Guest Mix – Conor Malcolm Crockford (Tin Flowers)
Guest Mix – Conor Malcolm Crockford (Tin Flowers)

Guest Mix – Conor Malcolm Crockford (Tin Flowers)

Conor Crockford lives and works in Boston, MA. He plays in Tin Flowers while writing reviews, poetry and short stories.
 
Fred Neil – The Dolphins
This is without a doubt one of my favorite songs. The psychedelic, proto-shoegaze guitars drifting in their restless melody, the light drums just in the back, and Neil’s contemplative, rock steady voice, expressing a soulful, earnest quest for something that he may never find, whether it’s the lover he knew or the peace he craves for himself and the world.
Willie Dunn – I Pity The Country
I found this song this afternoon looking around on Spotify.
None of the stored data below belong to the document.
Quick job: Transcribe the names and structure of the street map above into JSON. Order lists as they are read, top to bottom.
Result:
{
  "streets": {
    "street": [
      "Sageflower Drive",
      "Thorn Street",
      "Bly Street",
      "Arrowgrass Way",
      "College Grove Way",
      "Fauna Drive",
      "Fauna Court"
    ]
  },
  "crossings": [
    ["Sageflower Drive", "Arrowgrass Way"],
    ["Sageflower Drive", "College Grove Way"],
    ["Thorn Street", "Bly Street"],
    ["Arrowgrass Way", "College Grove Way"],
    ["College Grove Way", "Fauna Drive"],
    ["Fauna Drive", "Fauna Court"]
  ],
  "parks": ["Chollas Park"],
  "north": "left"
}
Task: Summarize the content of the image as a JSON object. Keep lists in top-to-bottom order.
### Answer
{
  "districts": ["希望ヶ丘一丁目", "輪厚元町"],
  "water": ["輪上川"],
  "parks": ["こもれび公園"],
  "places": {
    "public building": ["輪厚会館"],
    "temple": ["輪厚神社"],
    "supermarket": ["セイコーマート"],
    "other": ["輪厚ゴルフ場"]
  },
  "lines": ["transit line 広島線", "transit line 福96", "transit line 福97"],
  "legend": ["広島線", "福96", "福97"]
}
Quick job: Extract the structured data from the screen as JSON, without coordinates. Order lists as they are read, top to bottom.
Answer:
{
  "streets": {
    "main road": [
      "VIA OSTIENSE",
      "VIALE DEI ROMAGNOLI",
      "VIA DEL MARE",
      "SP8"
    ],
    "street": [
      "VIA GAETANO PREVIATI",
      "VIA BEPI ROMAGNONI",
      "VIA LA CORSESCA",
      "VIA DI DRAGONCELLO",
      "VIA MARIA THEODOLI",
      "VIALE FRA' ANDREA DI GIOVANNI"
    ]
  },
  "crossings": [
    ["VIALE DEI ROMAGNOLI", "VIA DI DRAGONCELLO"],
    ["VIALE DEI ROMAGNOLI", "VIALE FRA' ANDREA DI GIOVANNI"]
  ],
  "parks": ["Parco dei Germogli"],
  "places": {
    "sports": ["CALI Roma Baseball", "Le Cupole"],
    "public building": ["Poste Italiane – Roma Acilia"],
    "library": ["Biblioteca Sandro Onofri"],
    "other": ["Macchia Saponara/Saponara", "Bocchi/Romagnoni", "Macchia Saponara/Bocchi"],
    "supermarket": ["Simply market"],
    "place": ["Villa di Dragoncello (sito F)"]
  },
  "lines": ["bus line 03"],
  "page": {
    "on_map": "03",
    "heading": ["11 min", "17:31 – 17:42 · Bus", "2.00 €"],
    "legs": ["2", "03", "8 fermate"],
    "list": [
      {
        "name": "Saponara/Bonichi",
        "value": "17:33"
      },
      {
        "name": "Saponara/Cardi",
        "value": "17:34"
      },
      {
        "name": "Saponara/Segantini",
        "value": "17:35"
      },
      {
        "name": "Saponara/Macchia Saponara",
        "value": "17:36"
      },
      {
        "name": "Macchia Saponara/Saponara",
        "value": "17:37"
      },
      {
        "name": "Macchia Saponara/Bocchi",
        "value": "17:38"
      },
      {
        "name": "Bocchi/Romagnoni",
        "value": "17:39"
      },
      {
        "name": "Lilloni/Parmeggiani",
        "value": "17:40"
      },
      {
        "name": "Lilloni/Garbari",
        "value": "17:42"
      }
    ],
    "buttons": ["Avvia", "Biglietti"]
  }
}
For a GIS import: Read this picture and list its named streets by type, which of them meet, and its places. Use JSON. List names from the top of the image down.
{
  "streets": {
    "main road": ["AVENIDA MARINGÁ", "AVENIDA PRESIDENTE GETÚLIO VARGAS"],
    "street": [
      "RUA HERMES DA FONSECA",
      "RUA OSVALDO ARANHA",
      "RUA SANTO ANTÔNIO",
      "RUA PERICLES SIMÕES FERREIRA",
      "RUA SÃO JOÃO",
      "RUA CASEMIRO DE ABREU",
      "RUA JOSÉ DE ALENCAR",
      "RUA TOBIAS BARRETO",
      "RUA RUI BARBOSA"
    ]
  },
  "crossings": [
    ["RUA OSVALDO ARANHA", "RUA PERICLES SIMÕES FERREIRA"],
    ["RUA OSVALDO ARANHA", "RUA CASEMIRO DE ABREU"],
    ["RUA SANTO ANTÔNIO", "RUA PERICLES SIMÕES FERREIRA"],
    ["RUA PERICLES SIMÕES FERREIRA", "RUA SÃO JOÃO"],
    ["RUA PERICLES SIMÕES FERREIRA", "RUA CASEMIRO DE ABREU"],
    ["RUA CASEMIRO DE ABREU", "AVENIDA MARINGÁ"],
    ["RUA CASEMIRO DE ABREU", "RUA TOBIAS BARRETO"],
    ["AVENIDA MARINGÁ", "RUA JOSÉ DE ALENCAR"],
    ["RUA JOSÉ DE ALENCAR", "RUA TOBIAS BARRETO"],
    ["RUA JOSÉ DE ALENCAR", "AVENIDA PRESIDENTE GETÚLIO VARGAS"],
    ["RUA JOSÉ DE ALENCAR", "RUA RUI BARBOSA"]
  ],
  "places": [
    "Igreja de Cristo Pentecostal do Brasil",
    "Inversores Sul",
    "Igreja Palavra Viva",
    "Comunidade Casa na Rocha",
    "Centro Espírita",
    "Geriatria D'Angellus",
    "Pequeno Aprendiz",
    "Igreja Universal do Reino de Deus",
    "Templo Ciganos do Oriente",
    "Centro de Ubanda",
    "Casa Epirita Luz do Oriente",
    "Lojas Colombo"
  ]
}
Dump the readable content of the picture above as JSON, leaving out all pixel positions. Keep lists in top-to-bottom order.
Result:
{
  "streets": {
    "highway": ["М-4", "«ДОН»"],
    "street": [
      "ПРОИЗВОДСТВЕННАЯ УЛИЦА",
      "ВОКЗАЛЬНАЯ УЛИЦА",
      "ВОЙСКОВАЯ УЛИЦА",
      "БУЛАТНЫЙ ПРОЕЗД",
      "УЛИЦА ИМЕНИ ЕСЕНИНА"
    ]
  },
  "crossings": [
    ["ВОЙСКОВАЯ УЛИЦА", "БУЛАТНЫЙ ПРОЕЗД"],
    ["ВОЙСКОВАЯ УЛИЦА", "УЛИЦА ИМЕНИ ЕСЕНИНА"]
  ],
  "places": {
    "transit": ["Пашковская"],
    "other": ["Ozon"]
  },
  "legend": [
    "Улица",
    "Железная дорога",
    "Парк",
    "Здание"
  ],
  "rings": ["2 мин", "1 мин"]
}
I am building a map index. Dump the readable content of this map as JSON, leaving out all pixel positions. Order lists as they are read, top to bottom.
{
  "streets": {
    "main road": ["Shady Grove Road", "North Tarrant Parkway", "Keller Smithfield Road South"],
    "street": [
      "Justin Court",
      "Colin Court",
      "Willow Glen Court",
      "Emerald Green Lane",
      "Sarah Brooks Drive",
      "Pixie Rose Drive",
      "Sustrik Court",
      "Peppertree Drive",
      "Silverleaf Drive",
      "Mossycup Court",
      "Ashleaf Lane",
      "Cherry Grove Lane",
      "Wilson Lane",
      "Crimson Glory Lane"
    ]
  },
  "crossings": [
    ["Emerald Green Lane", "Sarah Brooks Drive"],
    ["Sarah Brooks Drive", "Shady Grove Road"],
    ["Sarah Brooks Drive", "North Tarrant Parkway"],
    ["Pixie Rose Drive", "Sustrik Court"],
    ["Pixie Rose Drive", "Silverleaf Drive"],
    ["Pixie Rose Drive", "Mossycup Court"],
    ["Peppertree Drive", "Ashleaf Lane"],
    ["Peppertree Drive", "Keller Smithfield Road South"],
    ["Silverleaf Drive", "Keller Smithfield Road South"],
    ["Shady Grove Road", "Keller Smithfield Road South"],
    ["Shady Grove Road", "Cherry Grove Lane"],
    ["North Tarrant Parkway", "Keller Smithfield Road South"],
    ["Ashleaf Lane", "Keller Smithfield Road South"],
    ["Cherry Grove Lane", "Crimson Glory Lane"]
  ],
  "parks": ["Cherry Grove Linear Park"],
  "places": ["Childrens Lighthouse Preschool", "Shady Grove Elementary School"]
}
Dunn was a Canadian Native American who wrote this mournful, dryly funny song and others like it before his death in 2013. It’s the ultimate, brutal statement of a life of resistance.
Townes Van Zandt – Kathleen
Sickly, almost screaming strings could suggest overproduction but instead underscore the strangeness of “Kathleen”, one of Townes’ creepiest songs. Who is Kathleen? A ghost? An ex lover? It could pass for devotion if it wasn’t clearly something else. Van Zandt sings it with the sadness and terror of a man seeking salvation…or something else entirely.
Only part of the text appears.